A parked domain is a domain name that has been registered and is serving temporary content, is being held for future use, or is being used for monetization purposes. Some parked domains serve custom 404 pages, redirects, or advertisements.
Parked domains often serve ads to visitors as a mechanism for generating revenue for the domain owner. As more visits translate to more ad impressions and more ad impressions translate to more money for the domain owner, parked domains meant for monetization often use tricks to increase traffic volumes. These tricks include typo squatting, SEO trickery and search term mining, as well as name “guesses” (e.g. is a user is looking for spare car parts, they may type “carparts.example.com” into their browser).
How to Determine If a Domain Name is Parked
There are a few methods of identifying if a domain is parked or not. As Dhia Mahjoub pointed out previously, comparing the resolution between the domain name and a random subdomain can be used to determine if a single domain name is parked or not. Comparing the content served back from the server with varying HTTP referer headers is another way as parked domains often tailor ad content based on search engine queries. For example, if you end up visiting a parked domain and the referer is from a Google search for puppies, the ads on the parked domain may be for things like dog food or dog toys.
Another indicator of a single domain being parked is how many other domains are also resolving to the IP address that name resolves to. A large amount of domain names resolving to a single IPv4 address often indicates a parking IP or a shared hosting provider. This technique makes use of passive DNS data. Another technique which uses passive DNS data is to look at the number of domains the name servers of the domain in question are authoritative for. Name servers which have been delegated a large number of domain names (something like 15,000 or more) are often authorities for parked domains. Lastly, looking at the number of third party locations referenced in the source of the HTML served back from the domain is another indicator. As parked domains contain mostly dynamically loaded advertisements.
Recently a paper was published at the 2015 Network and Distributed System Security (NDSS) Symposium which outlined ways of identifying parked domains based on DNS records and HTTP content. The paper is a very good read and the accompanying Github is fantastic. We on the research team have adapted some of the techniques used in this paper to classify parked domains.
Notes of Interest
While exploring the techniques used in the paper previously mentioned, we came up with a novel mechanisms for comparing two domain’s HTML content. Using RabbitMQ, Celery, and Flask we built a basic web service which would render a page using PhantomJS and return the HTML as a string. Using the html parsing code from Python’s lxml module we created a tree of the HTML elements; this is essentially a DOM tree. We then converted the DOM tree to a networkx graph and used matplotlib to visualize the tree. We also converted the DOM tree to a graph specific to the zss module which implements the Zhang Shasha algorithm. Doing so for two different domain names allows us to calculate a tree edit distance (similar to a string edit distance) between the two DOMs.

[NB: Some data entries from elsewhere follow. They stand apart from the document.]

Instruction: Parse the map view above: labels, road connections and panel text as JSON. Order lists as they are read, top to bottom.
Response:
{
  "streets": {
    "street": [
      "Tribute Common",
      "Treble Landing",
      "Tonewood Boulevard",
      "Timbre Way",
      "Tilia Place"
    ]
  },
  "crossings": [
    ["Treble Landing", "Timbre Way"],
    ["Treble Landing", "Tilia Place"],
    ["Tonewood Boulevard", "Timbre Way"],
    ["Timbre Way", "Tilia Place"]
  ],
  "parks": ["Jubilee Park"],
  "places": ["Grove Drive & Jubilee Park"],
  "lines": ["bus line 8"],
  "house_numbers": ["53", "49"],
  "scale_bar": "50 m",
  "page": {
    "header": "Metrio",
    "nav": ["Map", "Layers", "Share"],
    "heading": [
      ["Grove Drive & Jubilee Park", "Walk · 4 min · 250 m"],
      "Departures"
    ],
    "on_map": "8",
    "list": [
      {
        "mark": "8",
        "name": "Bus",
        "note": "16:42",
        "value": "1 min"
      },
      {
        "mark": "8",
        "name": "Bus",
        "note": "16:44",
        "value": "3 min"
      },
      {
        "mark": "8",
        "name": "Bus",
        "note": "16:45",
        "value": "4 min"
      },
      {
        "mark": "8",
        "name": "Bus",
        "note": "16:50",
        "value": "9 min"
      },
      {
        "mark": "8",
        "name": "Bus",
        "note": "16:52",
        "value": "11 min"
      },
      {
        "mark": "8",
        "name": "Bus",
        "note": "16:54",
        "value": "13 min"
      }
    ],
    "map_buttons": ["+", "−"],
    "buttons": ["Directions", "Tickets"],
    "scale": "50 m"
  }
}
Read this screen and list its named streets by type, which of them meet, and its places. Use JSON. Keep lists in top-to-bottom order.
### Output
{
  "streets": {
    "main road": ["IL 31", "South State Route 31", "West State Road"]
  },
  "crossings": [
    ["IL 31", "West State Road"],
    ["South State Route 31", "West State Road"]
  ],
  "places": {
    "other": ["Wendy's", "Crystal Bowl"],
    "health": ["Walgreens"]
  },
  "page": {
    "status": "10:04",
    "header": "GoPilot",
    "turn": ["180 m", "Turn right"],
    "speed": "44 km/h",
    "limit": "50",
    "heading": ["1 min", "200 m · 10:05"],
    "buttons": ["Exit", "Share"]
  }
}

Here is a script which reads HTML from files (of full saved web pages) and does the comparison.
Below are some interesting images showing the DOM structure of three parked domain names who had a very similar DOM tree regardless of the content on the page (as dynamically served ads often change on each page load).
The same 3 domains can also be viewed within OpenDNS Investigate. The following WHOIS information shows us all registrant and nameserver history for each domain:
And confirms the parking location at Bodis – a known parking provider.
Below are two images showing the DOM trees of Google searches. They too are very similar to each other because the actual content of the pages is irrelevant.
What is the Impact of Parked Domains to Your Network?
There is no legitimate reason for anyone to visit a parked domain. By definition, parked domains serve back useless content. Additionally, the strong focus on dynamically serving ads to browsers make parked domains a great vehicle for malvertising. We’ve also noticed many of the domain shadowing names Angler EK have repurposed in the past were originally parked.
Comparing DOM trees is a very telling method of grouping like HTML content together. As parked domains often reuse a set of templates for displaying advertisements to users comparing DOM trees eliminates any noise the ads may introduce when comparing HTML source of two web pages.